Aim of the task:
Go through the entries and copy every line that has the string "size" in it.

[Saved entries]
▼

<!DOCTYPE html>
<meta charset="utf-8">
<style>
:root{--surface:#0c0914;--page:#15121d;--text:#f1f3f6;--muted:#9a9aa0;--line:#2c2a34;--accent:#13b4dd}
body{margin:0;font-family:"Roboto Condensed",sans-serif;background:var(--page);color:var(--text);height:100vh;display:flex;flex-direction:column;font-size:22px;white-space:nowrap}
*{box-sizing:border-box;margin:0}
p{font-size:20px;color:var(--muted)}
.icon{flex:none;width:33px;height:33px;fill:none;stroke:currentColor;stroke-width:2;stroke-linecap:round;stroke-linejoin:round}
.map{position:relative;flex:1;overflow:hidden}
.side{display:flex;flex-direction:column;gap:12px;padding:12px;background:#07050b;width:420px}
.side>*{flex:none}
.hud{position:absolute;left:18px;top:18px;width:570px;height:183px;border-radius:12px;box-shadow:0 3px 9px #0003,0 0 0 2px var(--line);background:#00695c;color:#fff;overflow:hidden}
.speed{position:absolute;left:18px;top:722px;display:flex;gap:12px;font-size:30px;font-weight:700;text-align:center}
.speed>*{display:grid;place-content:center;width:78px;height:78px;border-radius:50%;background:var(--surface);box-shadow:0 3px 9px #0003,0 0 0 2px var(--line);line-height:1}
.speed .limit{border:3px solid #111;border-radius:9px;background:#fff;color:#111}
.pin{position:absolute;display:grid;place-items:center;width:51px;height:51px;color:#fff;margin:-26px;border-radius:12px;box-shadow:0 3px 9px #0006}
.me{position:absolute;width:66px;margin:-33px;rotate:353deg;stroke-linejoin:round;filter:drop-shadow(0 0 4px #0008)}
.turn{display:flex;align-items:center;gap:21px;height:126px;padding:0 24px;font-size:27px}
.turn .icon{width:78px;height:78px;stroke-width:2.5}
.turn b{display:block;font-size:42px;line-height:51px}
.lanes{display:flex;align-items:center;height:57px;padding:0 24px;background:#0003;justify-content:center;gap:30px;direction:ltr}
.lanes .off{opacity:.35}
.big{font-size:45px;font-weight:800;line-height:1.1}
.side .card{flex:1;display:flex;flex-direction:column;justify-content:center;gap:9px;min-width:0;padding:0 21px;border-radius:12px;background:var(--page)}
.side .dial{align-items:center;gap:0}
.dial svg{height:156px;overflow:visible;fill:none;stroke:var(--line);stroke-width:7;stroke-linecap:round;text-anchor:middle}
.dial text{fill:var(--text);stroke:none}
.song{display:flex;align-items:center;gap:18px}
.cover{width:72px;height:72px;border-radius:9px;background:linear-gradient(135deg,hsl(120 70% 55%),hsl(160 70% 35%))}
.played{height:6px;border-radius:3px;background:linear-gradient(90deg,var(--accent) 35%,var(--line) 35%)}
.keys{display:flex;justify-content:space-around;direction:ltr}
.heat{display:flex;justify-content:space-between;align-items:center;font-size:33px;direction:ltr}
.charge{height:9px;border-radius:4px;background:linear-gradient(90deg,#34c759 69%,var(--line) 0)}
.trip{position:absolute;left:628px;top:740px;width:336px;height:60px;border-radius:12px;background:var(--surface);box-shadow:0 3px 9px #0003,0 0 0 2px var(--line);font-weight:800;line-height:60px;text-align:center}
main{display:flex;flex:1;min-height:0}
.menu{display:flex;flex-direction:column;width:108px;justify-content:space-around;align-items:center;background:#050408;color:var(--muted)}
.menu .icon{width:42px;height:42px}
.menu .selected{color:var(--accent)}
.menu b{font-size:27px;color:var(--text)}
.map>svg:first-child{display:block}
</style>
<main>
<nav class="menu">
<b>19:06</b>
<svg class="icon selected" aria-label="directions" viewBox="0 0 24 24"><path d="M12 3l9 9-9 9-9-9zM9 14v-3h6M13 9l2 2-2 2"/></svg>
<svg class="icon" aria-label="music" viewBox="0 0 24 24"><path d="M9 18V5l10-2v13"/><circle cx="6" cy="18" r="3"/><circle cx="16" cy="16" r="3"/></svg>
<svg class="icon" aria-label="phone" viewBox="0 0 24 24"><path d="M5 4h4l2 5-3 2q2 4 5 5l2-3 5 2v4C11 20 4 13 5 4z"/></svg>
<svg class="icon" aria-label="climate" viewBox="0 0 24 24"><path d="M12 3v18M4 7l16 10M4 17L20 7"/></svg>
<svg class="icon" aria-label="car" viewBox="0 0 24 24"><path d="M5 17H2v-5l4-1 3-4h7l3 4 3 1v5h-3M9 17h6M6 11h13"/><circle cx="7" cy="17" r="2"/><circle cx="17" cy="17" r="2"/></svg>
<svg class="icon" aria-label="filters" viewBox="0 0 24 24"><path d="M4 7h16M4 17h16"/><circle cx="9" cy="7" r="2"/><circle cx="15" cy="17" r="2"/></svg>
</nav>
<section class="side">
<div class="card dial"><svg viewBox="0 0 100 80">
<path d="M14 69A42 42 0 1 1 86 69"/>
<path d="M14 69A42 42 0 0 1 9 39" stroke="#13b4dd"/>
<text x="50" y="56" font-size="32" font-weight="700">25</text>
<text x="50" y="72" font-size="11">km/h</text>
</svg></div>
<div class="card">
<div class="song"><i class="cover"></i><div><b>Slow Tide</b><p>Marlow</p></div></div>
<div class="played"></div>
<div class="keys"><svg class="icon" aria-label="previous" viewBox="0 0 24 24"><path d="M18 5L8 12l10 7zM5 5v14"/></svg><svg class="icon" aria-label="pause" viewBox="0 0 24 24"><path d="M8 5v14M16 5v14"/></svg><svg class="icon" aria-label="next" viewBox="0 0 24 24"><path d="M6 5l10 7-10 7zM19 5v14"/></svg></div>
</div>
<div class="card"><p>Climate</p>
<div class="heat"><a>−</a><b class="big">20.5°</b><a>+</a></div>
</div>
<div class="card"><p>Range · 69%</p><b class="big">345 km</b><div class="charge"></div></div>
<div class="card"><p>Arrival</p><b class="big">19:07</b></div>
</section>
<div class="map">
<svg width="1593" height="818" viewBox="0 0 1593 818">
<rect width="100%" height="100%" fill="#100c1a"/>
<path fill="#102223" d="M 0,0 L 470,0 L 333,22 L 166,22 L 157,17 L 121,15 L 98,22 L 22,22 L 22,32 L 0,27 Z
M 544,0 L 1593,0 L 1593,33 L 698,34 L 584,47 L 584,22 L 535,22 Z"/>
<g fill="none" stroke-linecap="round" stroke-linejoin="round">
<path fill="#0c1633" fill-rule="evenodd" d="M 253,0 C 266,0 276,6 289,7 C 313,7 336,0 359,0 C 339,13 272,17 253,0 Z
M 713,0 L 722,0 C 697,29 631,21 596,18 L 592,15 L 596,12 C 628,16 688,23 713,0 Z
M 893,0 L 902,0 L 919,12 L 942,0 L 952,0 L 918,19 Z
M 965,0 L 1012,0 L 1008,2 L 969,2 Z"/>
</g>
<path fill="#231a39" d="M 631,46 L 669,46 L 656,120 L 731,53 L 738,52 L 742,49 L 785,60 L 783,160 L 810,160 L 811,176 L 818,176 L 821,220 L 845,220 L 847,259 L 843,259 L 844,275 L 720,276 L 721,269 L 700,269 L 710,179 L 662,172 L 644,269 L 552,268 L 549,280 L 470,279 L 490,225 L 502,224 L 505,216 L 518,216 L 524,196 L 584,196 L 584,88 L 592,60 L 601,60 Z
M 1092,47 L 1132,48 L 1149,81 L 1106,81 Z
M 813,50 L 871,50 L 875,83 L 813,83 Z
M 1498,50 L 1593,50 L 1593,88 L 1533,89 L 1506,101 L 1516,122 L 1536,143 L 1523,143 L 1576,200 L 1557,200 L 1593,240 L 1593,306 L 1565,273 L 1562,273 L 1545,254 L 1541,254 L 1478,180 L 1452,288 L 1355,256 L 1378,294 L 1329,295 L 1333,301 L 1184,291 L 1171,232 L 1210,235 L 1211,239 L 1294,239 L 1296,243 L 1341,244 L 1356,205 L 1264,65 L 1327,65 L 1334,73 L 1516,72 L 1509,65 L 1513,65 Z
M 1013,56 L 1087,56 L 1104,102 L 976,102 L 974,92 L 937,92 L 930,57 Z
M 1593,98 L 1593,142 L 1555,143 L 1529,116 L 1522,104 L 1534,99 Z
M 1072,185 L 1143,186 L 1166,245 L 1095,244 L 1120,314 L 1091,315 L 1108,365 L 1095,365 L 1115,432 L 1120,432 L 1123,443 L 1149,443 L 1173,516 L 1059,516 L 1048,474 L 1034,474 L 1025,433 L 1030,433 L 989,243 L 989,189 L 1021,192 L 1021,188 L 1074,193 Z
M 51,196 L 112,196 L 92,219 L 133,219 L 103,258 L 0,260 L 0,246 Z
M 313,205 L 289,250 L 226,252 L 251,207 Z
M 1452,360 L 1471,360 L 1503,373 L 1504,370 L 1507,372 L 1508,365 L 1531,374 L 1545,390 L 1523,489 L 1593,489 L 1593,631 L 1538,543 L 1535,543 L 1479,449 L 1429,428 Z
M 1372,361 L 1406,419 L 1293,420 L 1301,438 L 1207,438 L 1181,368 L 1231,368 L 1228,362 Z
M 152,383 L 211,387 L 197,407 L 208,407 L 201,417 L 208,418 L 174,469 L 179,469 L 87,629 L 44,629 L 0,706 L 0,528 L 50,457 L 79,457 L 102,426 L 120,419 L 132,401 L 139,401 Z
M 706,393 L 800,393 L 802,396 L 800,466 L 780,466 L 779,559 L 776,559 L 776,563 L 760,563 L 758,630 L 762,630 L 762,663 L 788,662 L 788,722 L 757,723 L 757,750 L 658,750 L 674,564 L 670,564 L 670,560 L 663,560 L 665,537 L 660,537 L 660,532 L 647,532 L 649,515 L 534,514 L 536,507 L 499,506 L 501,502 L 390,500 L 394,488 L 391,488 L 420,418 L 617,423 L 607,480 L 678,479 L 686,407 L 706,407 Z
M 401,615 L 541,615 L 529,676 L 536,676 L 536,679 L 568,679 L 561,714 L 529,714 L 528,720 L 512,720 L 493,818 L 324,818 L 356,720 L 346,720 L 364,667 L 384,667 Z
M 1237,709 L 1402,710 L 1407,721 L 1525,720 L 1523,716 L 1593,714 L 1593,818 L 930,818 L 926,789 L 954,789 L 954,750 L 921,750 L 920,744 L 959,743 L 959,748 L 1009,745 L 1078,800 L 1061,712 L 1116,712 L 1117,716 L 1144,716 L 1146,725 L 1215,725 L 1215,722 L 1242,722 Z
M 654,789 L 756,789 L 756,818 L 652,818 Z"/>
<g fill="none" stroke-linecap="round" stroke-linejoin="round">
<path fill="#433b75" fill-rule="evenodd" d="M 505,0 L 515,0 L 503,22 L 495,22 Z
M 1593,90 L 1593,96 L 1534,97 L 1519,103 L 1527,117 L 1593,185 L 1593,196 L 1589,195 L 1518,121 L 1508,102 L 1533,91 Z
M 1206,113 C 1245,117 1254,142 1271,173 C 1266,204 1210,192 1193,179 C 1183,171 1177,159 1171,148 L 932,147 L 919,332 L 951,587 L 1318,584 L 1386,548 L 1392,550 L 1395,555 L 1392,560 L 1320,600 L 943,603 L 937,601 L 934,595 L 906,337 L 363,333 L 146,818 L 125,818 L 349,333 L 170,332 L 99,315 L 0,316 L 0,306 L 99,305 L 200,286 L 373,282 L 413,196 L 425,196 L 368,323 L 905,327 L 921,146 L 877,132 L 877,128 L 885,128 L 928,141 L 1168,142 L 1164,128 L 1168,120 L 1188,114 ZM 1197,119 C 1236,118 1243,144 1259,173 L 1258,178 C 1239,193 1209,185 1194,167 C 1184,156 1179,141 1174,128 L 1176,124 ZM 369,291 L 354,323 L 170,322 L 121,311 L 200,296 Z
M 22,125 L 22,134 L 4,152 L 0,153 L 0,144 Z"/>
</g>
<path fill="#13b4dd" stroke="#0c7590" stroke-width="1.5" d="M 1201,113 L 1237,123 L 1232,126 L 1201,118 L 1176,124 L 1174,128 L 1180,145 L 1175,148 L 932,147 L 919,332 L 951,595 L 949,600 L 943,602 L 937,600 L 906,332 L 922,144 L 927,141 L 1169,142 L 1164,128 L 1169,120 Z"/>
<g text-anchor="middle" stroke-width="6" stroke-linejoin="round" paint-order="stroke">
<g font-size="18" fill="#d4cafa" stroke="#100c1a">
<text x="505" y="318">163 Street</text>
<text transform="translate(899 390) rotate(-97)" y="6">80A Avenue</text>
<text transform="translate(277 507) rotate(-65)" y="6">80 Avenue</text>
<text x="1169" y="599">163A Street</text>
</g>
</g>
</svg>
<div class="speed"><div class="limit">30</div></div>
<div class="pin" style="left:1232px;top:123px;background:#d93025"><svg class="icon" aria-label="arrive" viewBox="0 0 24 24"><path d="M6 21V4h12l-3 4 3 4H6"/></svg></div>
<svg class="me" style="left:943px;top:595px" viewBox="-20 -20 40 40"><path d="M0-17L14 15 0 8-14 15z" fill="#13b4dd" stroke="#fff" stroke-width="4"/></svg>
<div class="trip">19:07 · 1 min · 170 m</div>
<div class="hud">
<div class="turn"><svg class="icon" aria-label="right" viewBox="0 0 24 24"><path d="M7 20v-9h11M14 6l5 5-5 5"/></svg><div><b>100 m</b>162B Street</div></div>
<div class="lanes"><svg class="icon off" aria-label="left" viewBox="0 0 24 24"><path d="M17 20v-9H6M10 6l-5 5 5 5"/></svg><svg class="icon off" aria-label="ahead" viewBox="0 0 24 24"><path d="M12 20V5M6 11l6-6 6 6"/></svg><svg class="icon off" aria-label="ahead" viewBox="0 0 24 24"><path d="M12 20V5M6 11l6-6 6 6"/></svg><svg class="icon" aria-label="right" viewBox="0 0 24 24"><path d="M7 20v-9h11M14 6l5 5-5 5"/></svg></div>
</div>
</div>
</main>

▲

Response to the exercise:
body{margin:0;font-family:"Roboto Condensed",sans-serif;background:var(--page);color:var(--text);height:100vh;display:flex;flex-direction:column;font-size:22px;white-space:nowrap}
p{font-size:20px;color:var(--muted)}
.speed{position:absolute;left:18px;top:722px;display:flex;gap:12px;font-size:30px;font-weight:700;text-align:center}
.turn{display:flex;align-items:center;gap:21px;height:126px;padding:0 24px;font-size:27px}
.turn b{display:block;font-size:42px;line-height:51px}
.big{font-size:45px;font-weight:800;line-height:1.1}
.heat{display:flex;justify-content:space-between;align-items:center;font-size:33px;direction:ltr}
.menu b{font-size:27px;color:var(--text)}
<text x="50" y="56" font-size="32" font-weight="700">25</text>
<text x="50" y="72" font-size="11">km/h</text>
<g font-size="18" fill="#d4cafa" stroke="#100c1a">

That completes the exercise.